Animal skulls should be cleaned and prepared before they are used for display or study. To remove flesh and other substances from the skull, you need a tub, cotton balls or pine shavings, cardboard, and dermestid beetles.
- Gather materials and supplies
Get a starter colony of dermestid beetles. These flesh-eating bugs are fairly easy to contain because they don't fly in temperatures below 85 degrees Fahrenheit. It takes several weeks before your colony is ready for the deer skull. Prepare a bed of cotton or pine shavings; never use cedar shavings. Place the animal skull and beetles together on a piece of cardboard onto the bedding. The cardboard prevents the cotton from sticking to the skull. Place a cardboard box over the skull to provide cover for the beetles.
- Clean the skull
It can take the dermestid beetles 12 to 18 hours to clean the skull, sometimes longer. Keep the skull slightly damp by occasionally misting it. Remove the skull from the beetle bed area and brush off the bugs. Don't worry if you don't get them all at once; they eventually fall off.
- Soak the skull
Use a designated pot to boil and soak the skull outside.
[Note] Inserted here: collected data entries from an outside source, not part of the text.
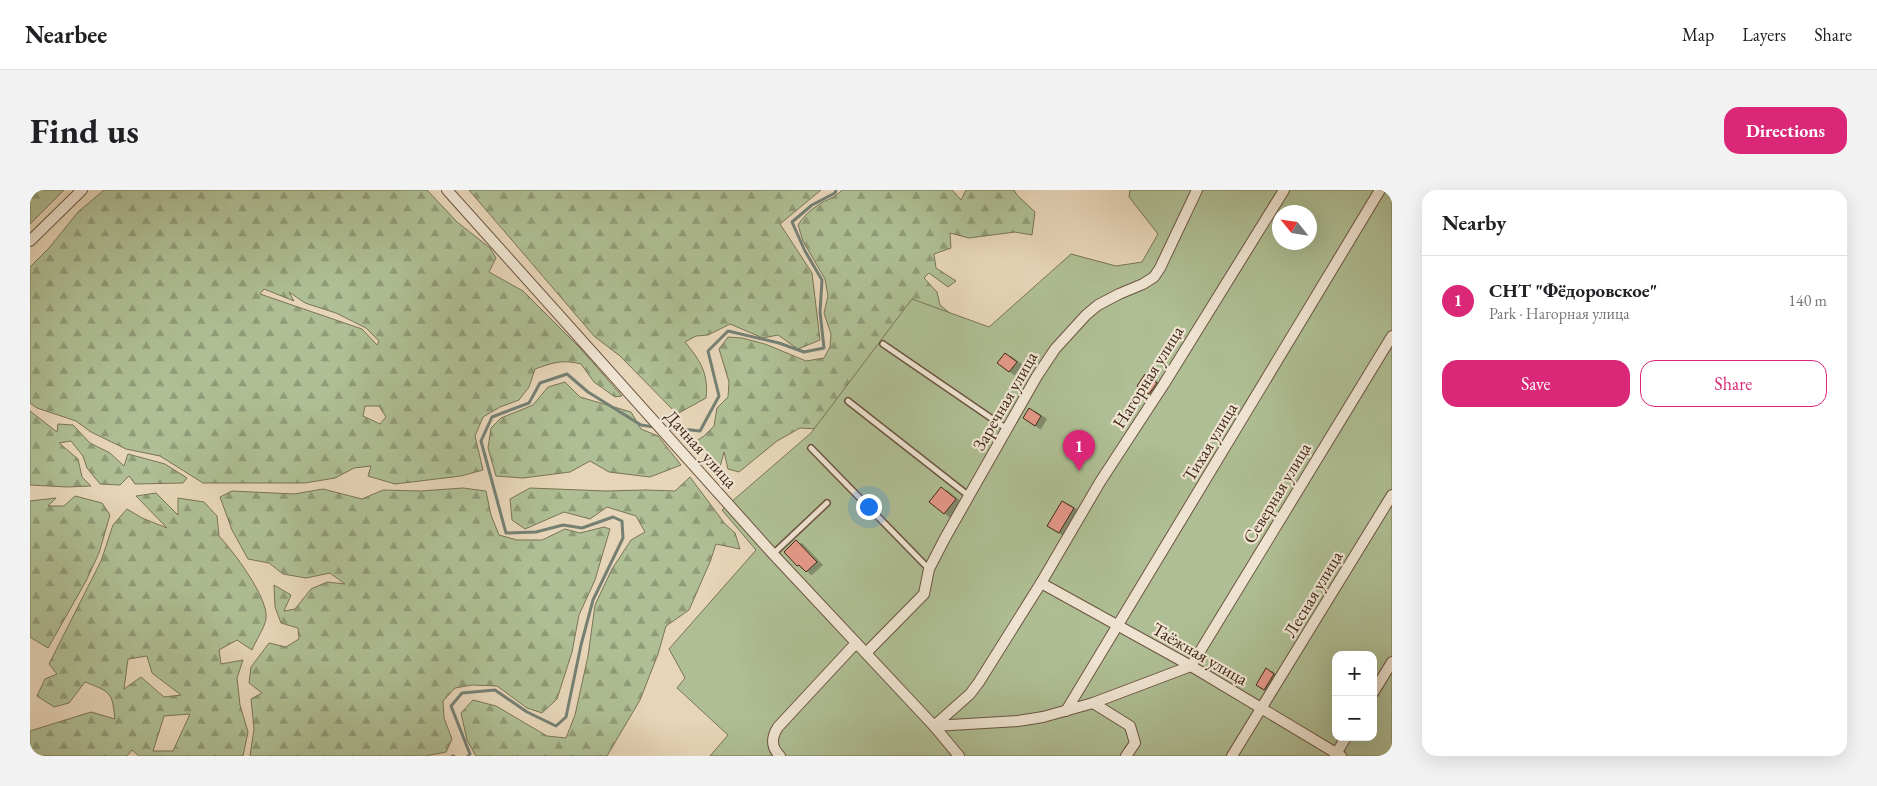 <!DOCTYPE html>
<meta charset="utf-8">
<style>
:root{--surface:#fff;--page:#f2f2f2;--text:#202124;--muted:#757577;--line:#e0e0e0;--accent:#db2777}
body{margin:0;font-family:"EB Garamond",serif;background:var(--page);color:var(--text)}
.controls{position:absolute;right:15px;bottom:15px;display:grid;overflow:hidden;border-radius:10px;box-shadow:0 5px 20px #0002}
.controls button{width:45px;height:45px;display:grid;place-items:center;padding:0;border:0;border-bottom:1px solid var(--line);background:var(--surface);color:var(--text);font:25px sans-serif}
.compass{position:absolute;left:1242px;top:15px;width:45px;height:45px;border-radius:50%;background:var(--surface);box-shadow:0 5px 20px #0002;rotate:300deg}
.you{position:absolute;left:838px;top:316px;width:18px;height:18px;margin:-12px;border:4px solid #fff;border-radius:50%;background:#1a73e8;box-shadow:0 0 0 8px #1a73e833}
.badge{display:grid;place-items:center;width:32px;height:32px;border-radius:50%;background:var(--accent);color:#fff;font-size:16px;font-weight:700}
.pin{position:absolute;translate:-50% -41px;filter:drop-shadow(0 1px 2px #0008)}
.pin::after{content:'';position:absolute;top:26px;width:18px;height:15px;background:inherit;clip-path:polygon(0 0,100% 0,50% 100%)}
.list{margin:0;padding:0;list-style:none}
h2{display:flex;justify-content:space-between;align-items:center;height:65px;margin:0;padding:0 20px;font-size:21px}
h2 small{font-size:16px;font-weight:400;color:var(--muted)}
.list li{display:grid;grid-template-columns:32px 1fr auto;gap:15px;align-items:center;box-sizing:border-box;height:90px;padding:0 20px;border-top:1px solid var(--line)}
.list b{display:block;font-size:19px;white-space:nowrap}
.list p{margin:0;font-size:16px;white-space:nowrap;color:var(--muted)}
.list em{font-size:16px;font-style:normal;color:var(--muted)}
.actions{display:flex;gap:10px;padding:15px 20px}
.actions a{flex:1;padding:11px 0;border:1px solid var(--accent);border-radius:15px;text-align:center;font-size:18px;color:var(--accent)}
.actions .main{background:var(--accent);color:#fff}
.map{position:relative;flex:none;width:1362px;height:566px;overflow:hidden;border-radius:15px}
header{display:flex;align-items:center;gap:30px;box-sizing:border-box;height:70px;padding:0 25px;background:var(--surface);border-bottom:1px solid var(--line)}
header strong{font-size:24px}
nav{display:flex;gap:28px;margin-inline-start:auto;font-size:18px}
.intro{display:flex;align-items:center;justify-content:space-between;box-sizing:border-box;height:120px;padding:0 30px}
h1{margin:0;font-size:35px}
.button{padding:12px 22px;border-radius:15px;background:var(--accent);color:#fff;font-size:18px;font-weight:700}
main{display:flex;gap:30px;padding:0 30px}
aside{flex:1;background:var(--surface);border-radius:15px;box-shadow:0 5px 20px #0002}
.map>svg:first-child{display:block}
.forest{fill:url(#forest-firs);stroke:#797456;fill-rule:evenodd}
.garden{fill:#afbe94;stroke:#797456;fill-rule:evenodd}
.lines{fill:none;stroke-linecap:round;stroke-linejoin:round}
.stream{stroke:#758073;stroke-width:3}
.building{fill:#e39887;stroke:#432a19;filter:url(#shadow)}
.service-casing{stroke:#6c5541;stroke-width:8}
.minor-casing{stroke:#6c5541;stroke-width:12}
.service{stroke:#efe4d2;stroke-width:5}
.minor{stroke:#efe4d2;stroke-width:10}
.labels{text-anchor:middle;stroke-width:4.5;stroke-linejoin:round;paint-order:stroke}
.street-label{font-size:18px;fill:#432a19;stroke:#efe4d2}
</style>
<header>
<strong>Nearbee</strong>
<nav><a>Map</a><a>Layers</a><a>Share</a></nav>
</header>
<div class="intro"><h1>Find us</h1><a class="button">Directions</a></div>
<main>
<div class="map">
<svg width="1362" height="566" viewBox="0 0 1362 566">
<defs>
<pattern id="forest-firs" width="22" height="20" patternUnits="userSpaceOnUse" patternTransform="scale(1.25)"><rect width="22" height="20" fill="#afbe94"/><path d="M5 1l3.5 6h-7zM16 11l3.5 6h-7z" fill="#909b78"/></pattern>
<filter id="shadow"><feDropShadow dx="5.5" dy="3" stdDeviation="0" flood-color="#0004"/></filter>
</defs>
<rect width="100%" height="100%" fill="#e7d5b9"/>
<filter id="stains"><feTurbulence type="fractalNoise" baseFrequency=".004" numOctaves="4"/><feColorMatrix values="0 0 0 0 .2 0 0 0 0 .09 0 0 0 0 .02 0 0 0 .5 -.17"/></filter>
<radialGradient id="worn" r=".72"><stop offset=".6" stop-color="#630" stop-opacity="0"/><stop offset="1" stop-color="#630" stop-opacity=".3"/></radialGradient>
<g class="forest">
<polygon points="0,0 34,0 0,34"/>
<path d="M74,0H397L427,32L460,58L466,68L459,82L493,101L550,158L592,206L585,207L564,192L551,174C532,169 522,173 505,179L499,197L489,210L470,217L453,227L445,246L453,280L431,286L365,294L338,286L341,276L324,278L305,288L275,293H173L130,266L96,259L61,242L46,231L7,218L0,213V77L19,58L48,22ZM234,99L264,111L259,102L275,113L306,123L336,138L349,151L347,155L332,139L230,104ZM335,216H349L356,227L350,234L333,226Z"/>
<path d="M439,0H791L750,34L782,83L790,150L768,159L748,145L733,148L700,134L678,145L666,146L655,152C670,170 679,184 676,208L647,224L590,166L564,146Z"/>
<path d="M812,0H922L931,10L936,0H984L987,5L1005,22L1002,45L985,42L939,48L920,43L921,58L904,64L906,78L926,91L918,97L899,83L894,88L907,102L910,115L922,125L789,239L770,238L747,251L709,282L698,279L694,262L690,277L665,252L674,246L684,236L687,218L698,207L699,192L689,159L698,147L712,148L735,154L776,171L794,168L800,157L801,144L794,123L798,106L795,89L773,51L768,35C773,27 780,20 788,15C797,9 805,8 812,0Z"/>
<polygon points="535,192 550,207 601,222 611,239 628,246 651,275 620,287 579,282 560,271 540,282 493,288 466,286 458,258 461,238 471,228 503,215 518,197"/>
<polygon points="0,221 27,242 28,234 43,235 60,253 80,263 94,276 98,264 135,274 157,288 153,293 105,294 99,286 90,295 70,294 57,278 53,266 41,251 29,253 48,269 52,287 61,296 37,297 0,295"/>
<polygon points="660,287 695,334 705,343 710,359 686,354 680,372 659,420 636,436 628,464 610,510 577,566 446,566 437,550 431,523 443,510 466,516 517,546 536,548 545,525 558,466 565,415 582,379 601,350 615,342 606,326 577,317 560,329 534,322 495,339 482,330 480,309 500,298 576,301 616,300 645,301"/>
<polygon points="433,298 456,301 461,325 469,345 487,350 512,350 535,339 550,343 574,337 580,339 565,390 549,425 542,462 527,509 512,523 497,518 467,496 442,495 425,498 413,511 414,528 422,549 416,562 395,566 220,566 224,539 221,509 232,503 219,493 221,477 239,453 256,457 269,449 268,438 251,433 245,417 244,395 261,405 254,421 265,419 281,399 297,392 315,394 300,383 276,388 253,384 239,373 218,369 202,340 190,307 202,301 264,304 293,299 332,309 353,300 390,301"/>
<path d="M126,303L148,325V308L174,312L187,326L189,346C203,361 239,408 236,429C235,437 225,452 222,460L207,450L189,460L191,474L213,470L207,488L210,515L218,542L213,566H109L102,560L97,566H0V541L61,522L85,529C82,502 81,502 55,492L39,513L24,517L7,506L15,489L27,484L19,474L71,371L83,335L97,319L112,328L137,338L106,306ZM117,466L122,483L151,505L134,507L111,487L94,499L98,469ZM160,524L143,561H123L134,526Z"/>
<polygon points="45,306 72,313 80,325 69,363 56,391 18,458 0,447 0,311 26,308 18,316 34,316"/>
</g>
<path class="garden" d="M1100,0H1362V566H680L698,545L647,498L655,488L639,459L726,360L692,320L781,243L882,109L959,137L1041,64L1086,76L1112,72L1128,44L1099,7ZM1250,22H1280V52H1250ZM1306,465H1343V547H1306Z"/>
<g class="lines">
<g class="stream">
<polyline points="633,237 670,241 689,206 678,161 698,141 749,153 774,162 794,158 790,122 792,90 775,61 762,32 782,15 805,3 806,0"/>
<polyline points="422,566 424,566"/>
<polyline points="438,566 440,564 421,516 432,503 465,500 497,522 526,536 536,527 551,455 563,410 593,348 592,331 583,327 552,338 533,335 506,342 476,343 451,251 462,227 499,213 510,193 537,184 558,202 611,235 624,237"/>
</g>
</g>
<g class="building">
<polygon points="975,163 987,172 979,182 967,173"/>
<polygon points="1115,184 1127,193 1119,204 1107,196"/>
<polygon points="999,218 1011,226 1005,236 993,228"/>
<polygon points="911,297 926,309 914,324 899,312"/>
<polygon points="1032,311 1044,318 1029,343 1017,336"/>
<polygon points="766,350 787,372 776,382 769,375 767,376 754,362"/>
<polygon points="1236,478 1244,484 1234,500 1226,495"/>
</g>
<g class="lines">
<g class="service-casing">
<g id="service">
<polyline points="853,154 977,239"/>
<polyline points="818,211 939,306"/>
<polyline points="781,258 899,379"/>
<polyline points="743,364 797,313"/>
</g>
</g>
<g class="minor-casing">
<g id="minor">
<polyline points="417,0 743,364 904,536 929,566"/>
<polyline points="0,51 52,0"/>
<polyline points="1011,393 1161,476 1311,566"/>
<polyline points="836,463 894,404 899,379 915,348 1007,186 1025,159 1056,125 1068,115 1089,104 1113,94 1124,87 1130,78 1167,0"/>
<polyline points="1343,503 1362,472"/>
<polyline points="1063,513 1100,536 1105,553 1096,566"/>
<polyline points="1036,521 1350,0"/>
<polyline points="904,536 988,531 1013,527 1063,513 1161,476 1362,146"/>
<polyline points="904,536 940,504 949,492 1011,393 1070,292 1134,194 1254,0"/>
<path d="M750,566C741,557 741,548 748,537L826,453"/>
<polyline points="1202,566 1362,305"/>
<polyline points="1305,566 1316,547"/>
</g>
</g>
<use href="#service" class="service"/>
<use href="#minor" class="minor"/>
</g>
<g class="labels">
<g class="street-label">
<text transform="translate(1118 187) rotate(-58)" y="6">Нагорная улица</text>
<text transform="translate(975 211) rotate(-60)" y="6">Заречная улица</text>
<text transform="translate(1180 252) rotate(-59)" y="6">Тихая улица</text>
<text transform="translate(671 259) rotate(48)" y="6">Дачная улица</text>
<text transform="translate(1247 303) rotate(-59)" y="6">Северная улица</text>
<text transform="translate(1283 404) rotate(-59)" y="6">Лесная улица</text>
<text transform="translate(1170 464) rotate(30)" y="6">Таёжная улица</text>
</g>
</g>
<rect width="100%" height="100%" filter="url(#stains)"/>
<rect width="100%" height="100%" fill="url(#worn)"/>
</svg>
<div class="controls">
<button>+</button>
<button>−</button>
</div>
<svg class="compass" viewBox="-18 -18 36 36"><path d="M0-13l5 13h-10z" fill="#e53935"/><path d="M0 13l5-13h-10z" fill="#757577"/></svg>
<div class="you"></div>
<div class="pin badge" style="left:1049px;top:281px">1</div>
</div>
<aside>
<h2>Nearby<small></small></h2>
<ul class="list">
<li><span class="badge">1</span><div><b>СНТ &quot;Фёдоровское&quot;</b><p>Park · Нагорная улица</p></div><em>140 m</em></li>
</ul>
<div class="actions"><a class="main">Save</a><a>Share</a></div>
</aside>
</main>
The process is smelly and stinks up a home if done inside. Boil the water. Reduce the heat and place your skull in the pot, covering it with a lid. Remove the excess flesh and substances with a bottle brush. Rinse under running water to remove small particles, and allow the skull to dry.
- Whiten the skull
Place the soaked, clean skull in an empty tub, and fill the tub with 3 percent hydrogen peroxide. Do not soak for more than 48 hours. Once this process is complete, your deer skull is clean and ready to display.